A couple of my favorite quotes from legendary trader Bruce Kovner are:
What I am really looking for is a consensus the market is not confirming. I like to know that there are a lot of people who are going to be wrong.
As an alternative approach, one of the traders I know does very well in the stock index markets by trying to figure out how the stock market can hurt the most traders. It seems to work for him.
If you can figure out how the majority of the market is positioned and where the most consensus trades are, you can do very well by opportunistically fading the herd. This is playing the player and trading at the second level… a skill that’s vital to long term market survival.
Fading crowded trades is a great strategy, especially recently.
For example, our oil short went against near record long speculative positioning as noted in the COT report. Our long bonds trade went against speculative positioning as well and has been very profitable.
Since markets have lacked volatility and benchmark indices have gone vertical over the last few months, money managers have been desperately chasing and recklessly crowding into trades. This has resulted in a lot of one sided positioning that traders like us can continue to take advantage of.
Looking around global markets there’s one obvious trade that would make a lot of people wrong and hurt the most traders. That trade is the ole’ greenback.
Let’s look at the evidence.
The chart below shows speculators are max long the dollar against broker dealers. This is an extreme reading. When you see COT positioning at this level of divergence, it’s almost always the dealers who win out. The market doesn’t pay a bunch of speculators so easily.
BofA’s monthly Global Fund Manager Survey was released this week. The chart below shows that a large net % of respondents are saying the dollar is overvalued. This survey has a pretty good track record of noting short-term reversal points in the dollar.
It’s been a long time since there was a large and violent forced selloff in the dollar. That means dollar longs have grown complacent and many of them are probably leveraged. When there’s been mostly one way moves in an asset for a few years, it creates a situation where positioning, leverage, and complacent beliefs are like piles of dried, kerosene-soaked kindling. They’re just waiting for a spark.
Take away talk of the border adjusted tax and combine it with other global central banks like the BOE and ECB looking to end their easing cycles, and you have the potential for a ripe and violent reversal… or a dollar bonfire if you will.

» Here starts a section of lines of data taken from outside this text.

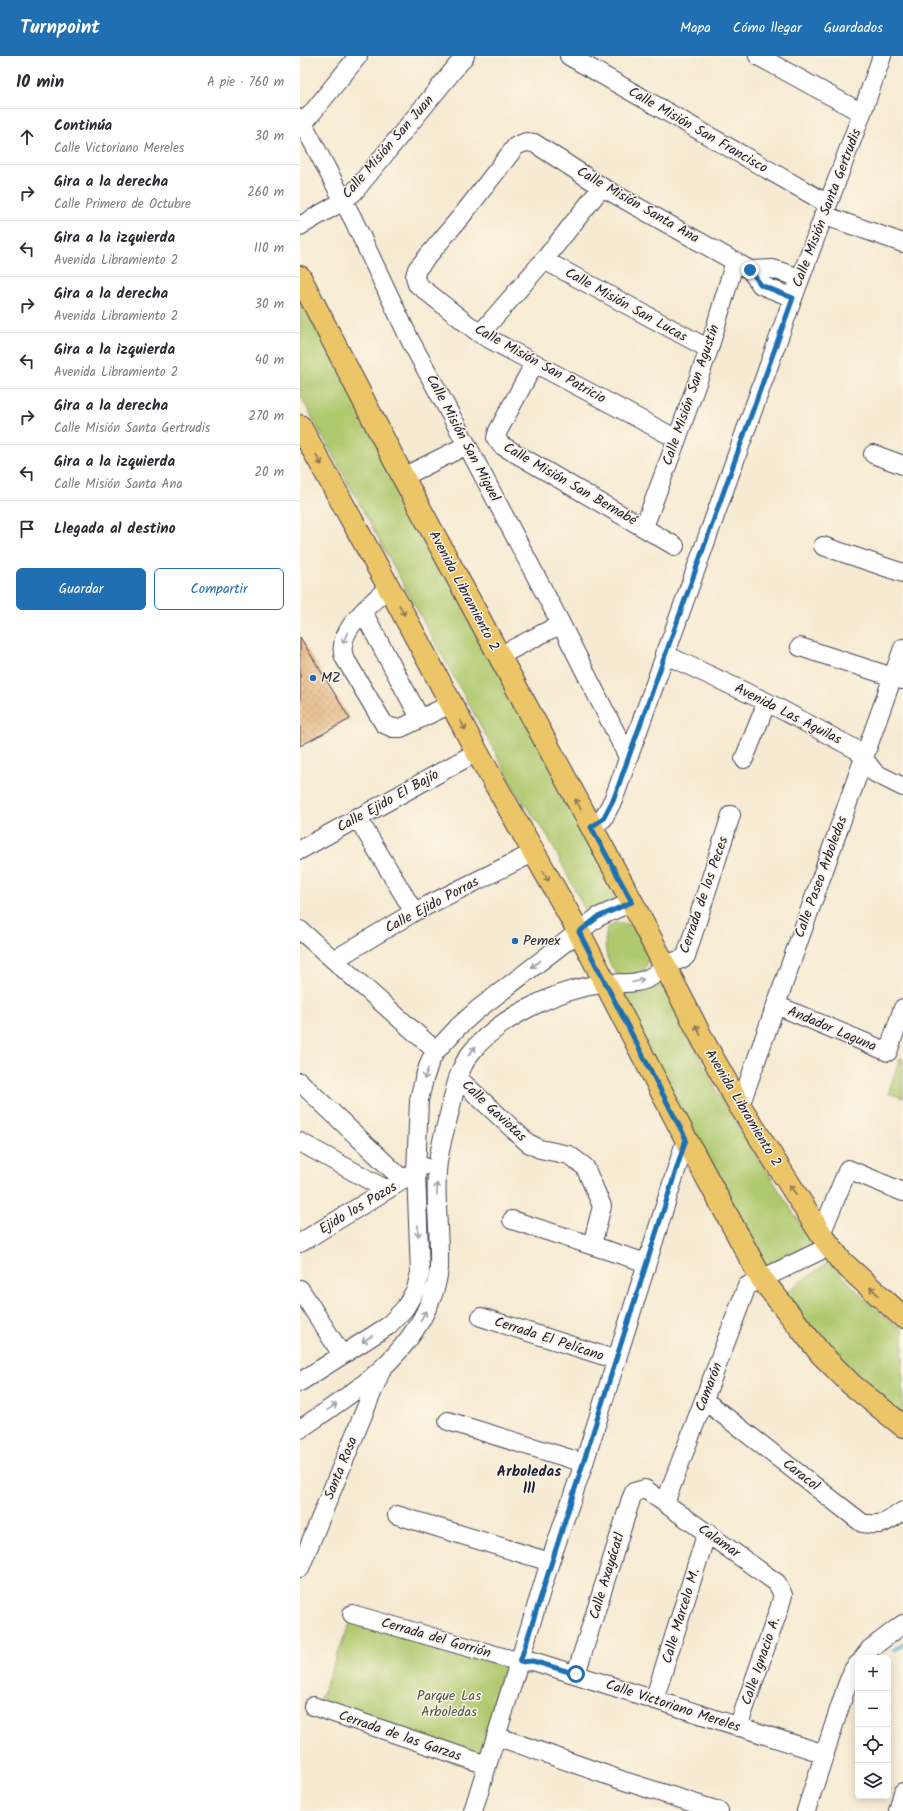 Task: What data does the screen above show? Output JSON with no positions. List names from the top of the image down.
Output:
{
  "streets": {
    "main road": ["Avenida Libramiento 2"],
    "street": [
      "Calle Misión San Francisco",
      "Calle Misión San Juan",
      "Calle Misión Santa Ana",
      "Calle Misión Santa Gertrudis",
      "Calle Misión San Lucas",
      "Calle Misión San Patricio",
      "Calle Misión San Agustín",
      "Calle Misión San Miguel",
      "Calle Misión San Bernabé",
      "Avenida Las Aguilas",
      "Calle Ejido El Bajío",
      "Calle Paseo Arboledas",
      "Cerrada de los Peces",
      "Calle Ejido Porras",
      "Andador Laguna",
      "Calle Gaviotas",
      "Ejido los Pozos",
      "Cerrada El Pelícano",
      "Camarón",
      "Santa Rosa",
      "Caracol",
      "Calamar",
      "Calle Axayácatl",
      "Calle Marcelo M.",
      "Cerrada del Gorrión",
      "Calle Ignacio A.",
      "Calle Victoriano Mereles",
      "Cerrada de las Garzas"
    ]
  },
  "crossings": [
    ["Calle Misión San Francisco", "Calle Misión Santa Gertrudis"],
    ["Calle Misión San Juan", "Calle Misión San Miguel"],
    ["Calle Misión Santa Ana", "Calle Misión Santa Gertrudis"],
    ["Calle Misión Santa Ana", "Calle Misión San Patricio"],
    ["Calle Misión Santa Ana", "Calle Misión San Agustín"],
    ["Calle Misión Santa Gertrudis", "Calle Misión San Miguel"],
    ["Calle Misión Santa Gertrudis", "Avenida Libramiento 2"],
    ["Calle Misión Santa Gertrudis", "Avenida Las Aguilas"],
    ["Calle Misión San Lucas", "Calle Misión San Agustín"],
    ["Calle Misión San Patricio", "Calle Misión San Agustín"],
    ["Calle Misión San Patricio", "Calle Misión San Bernabé"],
    ["Calle Misión San Agustín", "Calle Misión San Bernabé"],
    ["Avenida Libramiento 2", "Calle Paseo Arboledas"],
    ["Avenida Libramiento 2", "Cerrada de los Peces"],
    ["Avenida Las Aguilas", "Calle Paseo Arboledas"],
    ["Calle Paseo Arboledas", "Andador Laguna"],
    ["Camarón", "Caracol"],
    ["Camarón", "Calamar"],
    ["Calamar", "Calle Axayácatl"],
    ["Calamar", "Calle Marcelo M."],
    ["Calamar", "Calle Ignacio A."],
    ["Calle Axayácatl", "Calle Victoriano Mereles"],
    ["Calle Marcelo M.", "Calle Victoriano Mereles"],
    ["Cerrada del Gorrión", "Calle Victoriano Mereles"],
    ["Calle Ignacio A.", "Calle Victoriano Mereles"]
  ],
  "districts": ["Arboledas lll"],
  "parks": ["Parque Las Arboledas"],
  "places": ["MZ", "Pemex"],
  "page": {
    "header": "Turnpoint",
    "nav": ["Mapa", "Cómo llegar", "Guardados"],
    "heading": ["10 min", "A pie · 760 m"],
    "list": [
      ["Continúa", "Calle Victoriano Mereles", "30 m"],
      ["Gira a la derecha", "Calle Primero de Octubre", "260 m"],
      ["Gira a la izquierda", "Avenida Libramiento 2", "110 m"],
      ["Gira a la derecha", "Avenida Libramiento 2", "30 m"],
      ["Gira a la izquierda", "Avenida Libramiento 2", "40 m"],
      ["Gira a la derecha", "Calle Misión Santa Gertrudis", "270 m"],
      ["Gira a la izquierda", "Calle Misión Santa Ana", "20 m"],
      "Llegada al destino"
    ],
    "buttons": ["Guardar", "Compartir"],
    "map_buttons": ["+", "−"]
  }
} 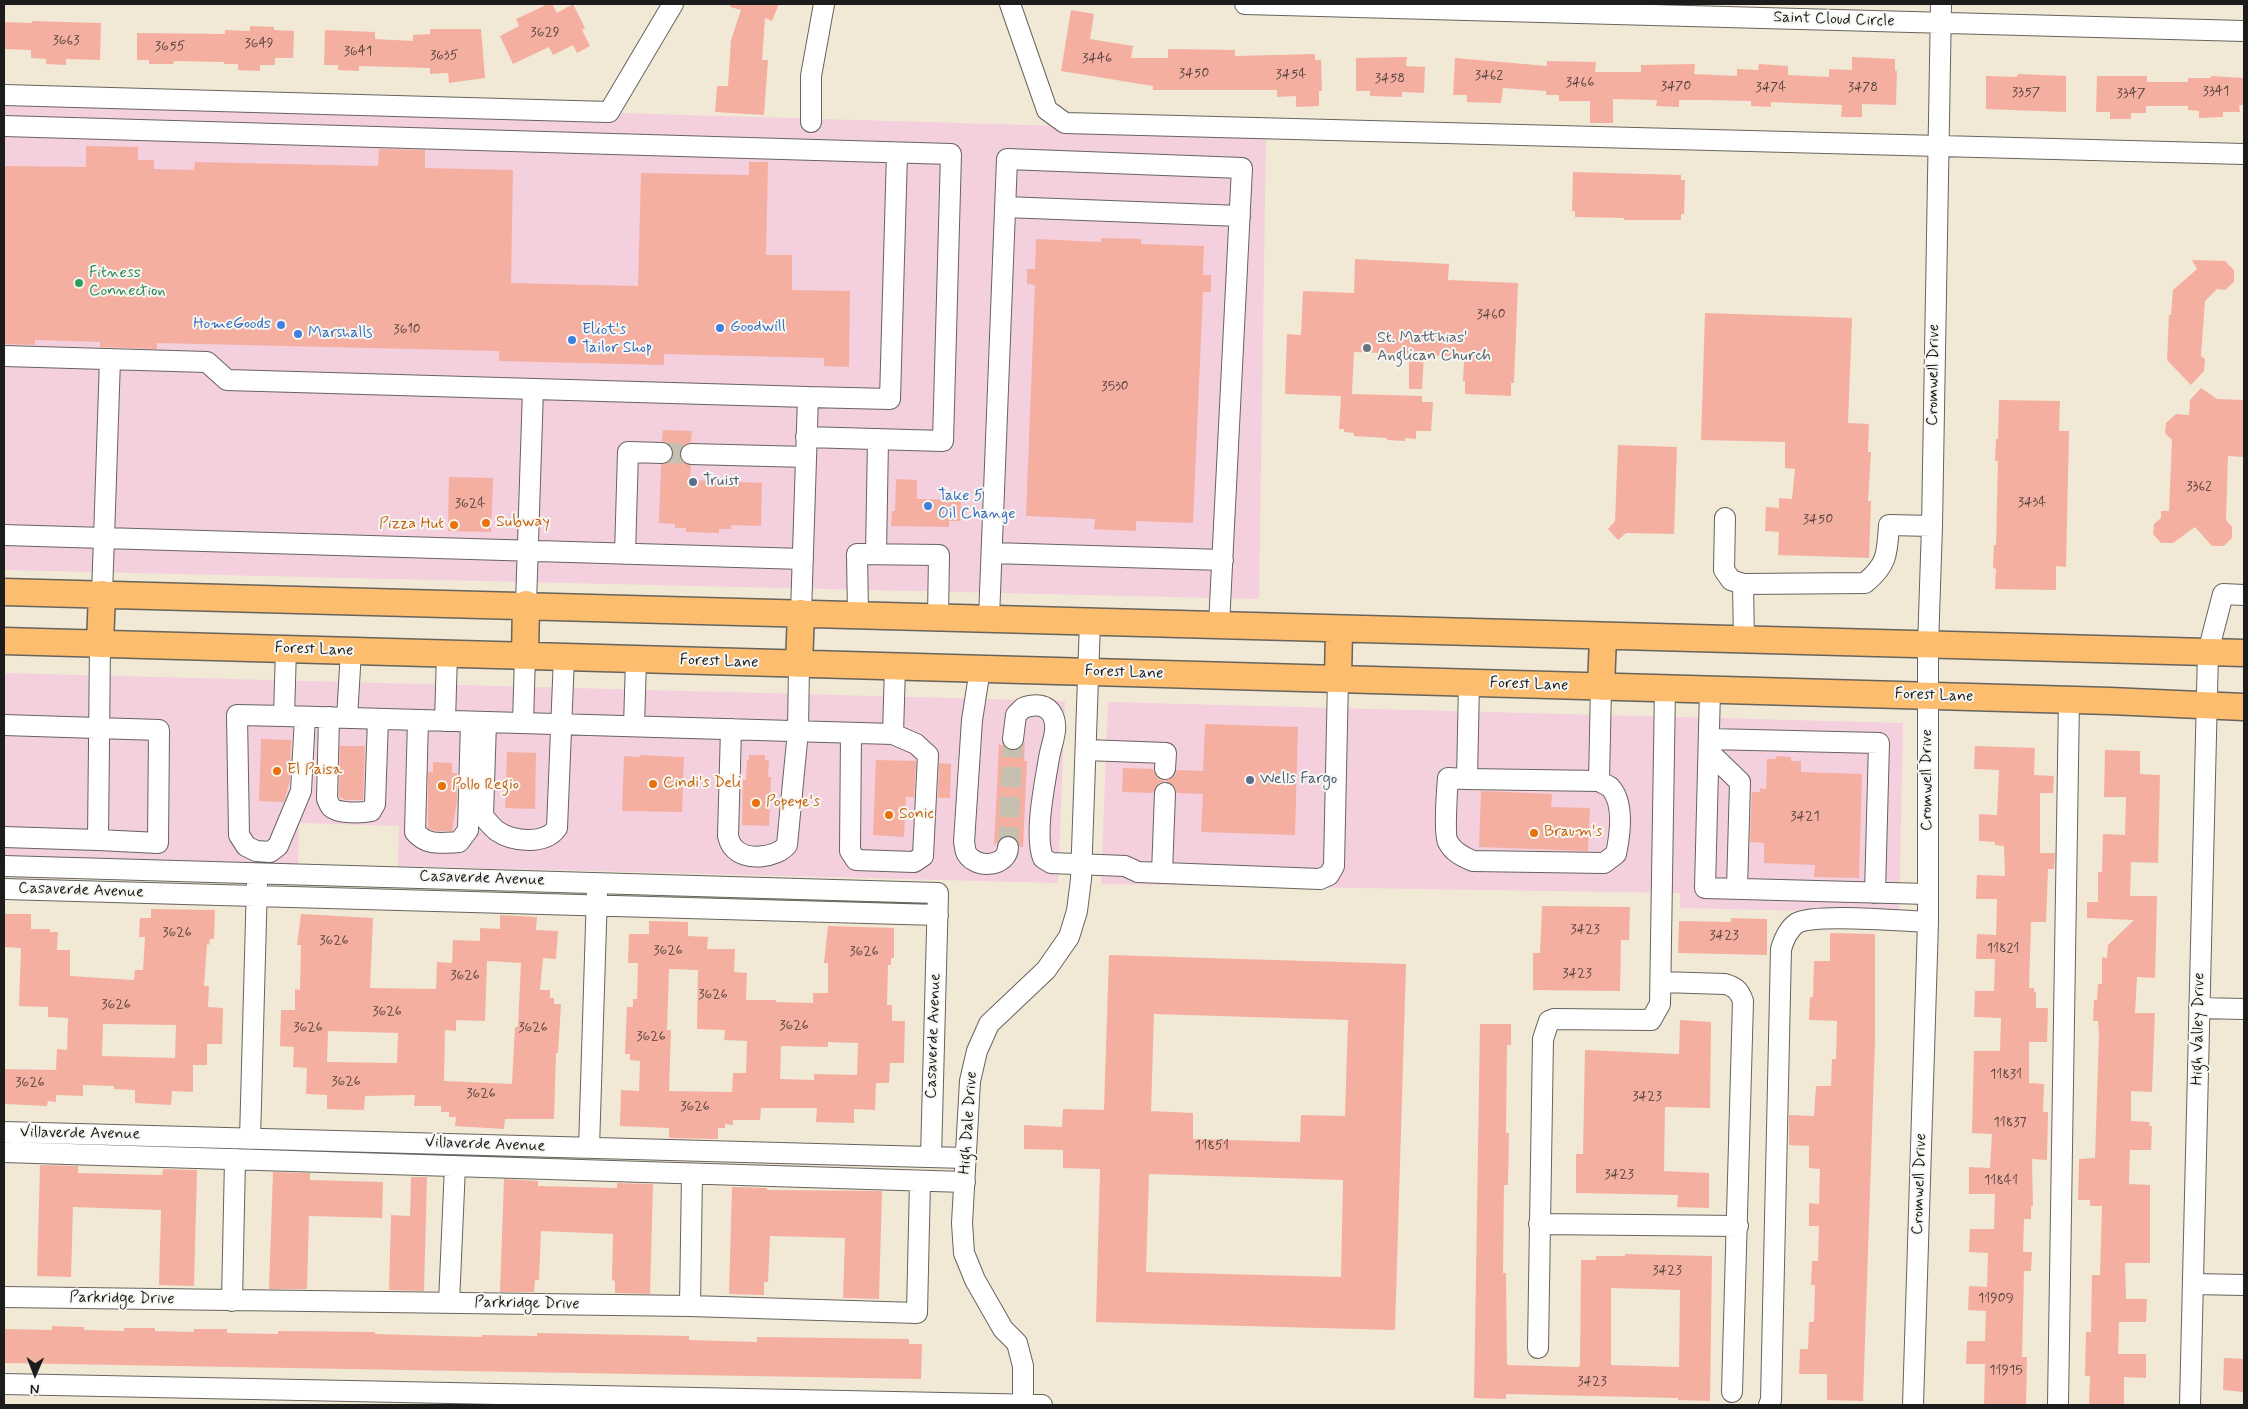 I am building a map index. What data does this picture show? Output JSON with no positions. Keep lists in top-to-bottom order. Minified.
{"streets":{"main road":["Forest Lane"],"street":["Saint Cloud Circle","Cromwell Drive","Casaverde Avenue","High Valley Drive","High Dale Drive","Villaverde Avenue","Parkridge Drive"]},"crossings":[["Saint Cloud Circle","Cromwell Drive"],["Cromwell Drive","Forest Lane"],["Forest Lane","High Valley Drive"],["Forest Lane","High Dale Drive"],["Casaverde Avenue","Villaverde Avenue"],["High Dale Drive","Villaverde Avenue"]],"places":["Fitness Connection","HomeGoods","Goodwill","Marshalls","Eliot's Tailor Shop","St. Matthias' Anglican Church","Truist","Take 5 Oil Change","Subway","Pizza Hut","El Paisa","Wells Fargo","Cindi's Deli","Pollo Regio","Popeye's","Sonic","Braum's"],"house_numbers":["3629","3663","3649","3655","3641","3635","3446","3450","3454","3462","3458","3466","3470","3474","3478","3341","3357","3347","3460","3610","3530","3362","3434","3624","3450","3421","3423","3626","3423","3626","11821","3626","3626","3423","3626","3626","3626","3626","3626","3626","3626","3626","11831","3626","3626","3626","3423","3626","11837","11851","3423","11841","3423","11909","11915","3423"],"north":"bottom"}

USD price action is setting up in what looks like a textbook head and shoulders pattern. We could see a break below the neckline this week.
Now we don’t think this is a major reversal in the dollar here, it’s only short-term. But it’s still very playable.
There are a number of ways to get short the dollar since it directly and indirectly affects the pricing of many other assets (ie, emerging markets, oil, gold etc).
But in order to find the optimal dollar short trade, let’s again look at market positioning — using COT data and the BofA Fund Manager Survey — to see how other players are long dollars directly or synthetically.
The chart below via www.freecotdata.com shows the 5-year percentiles for Net Speculator positioning. The instruments in red on the right are those that speculators are net short and vice versa for those in green on the left.
ZB, the bond futures contract we’re currently long, is essentially a synthetic dollar short position.
The 10-year yield and USD have moved in lockstep fashion over the last two years. This means that the potential for a dollar selloff looks good for our long bond positioning.
The next instrument — 6B — is the British Pound futures contract. Looking at the graph below from the Fund Manager Survey, you can see that respondents are historically net short the euro, pound, and bonds.
Like the dollar, both the euro and the pound have been forming inverse head and shoulders and are close to closing above their necklines.
We took a crack at going long the pound (FXB is the ETF alternative for the pound and FXE is the euro ETF alternative) a few months ago but closed our position for scratch as it failed to carry through. I’m willing to take another stab at it and perhaps the euro as well should we see price break those necklines.
If you’re interested in seeing exactly how we play these coming currency moves, take a trial of the Macro Ops Hub. Hub members get alerts to our exact entries, exits, and position sizes of both our model portfolios. Membership comes with a 60-day money-back guarantee. Check it out for 2 months, and if you don’t get your money’s worth, we’ll return it right away. Click here to learn more.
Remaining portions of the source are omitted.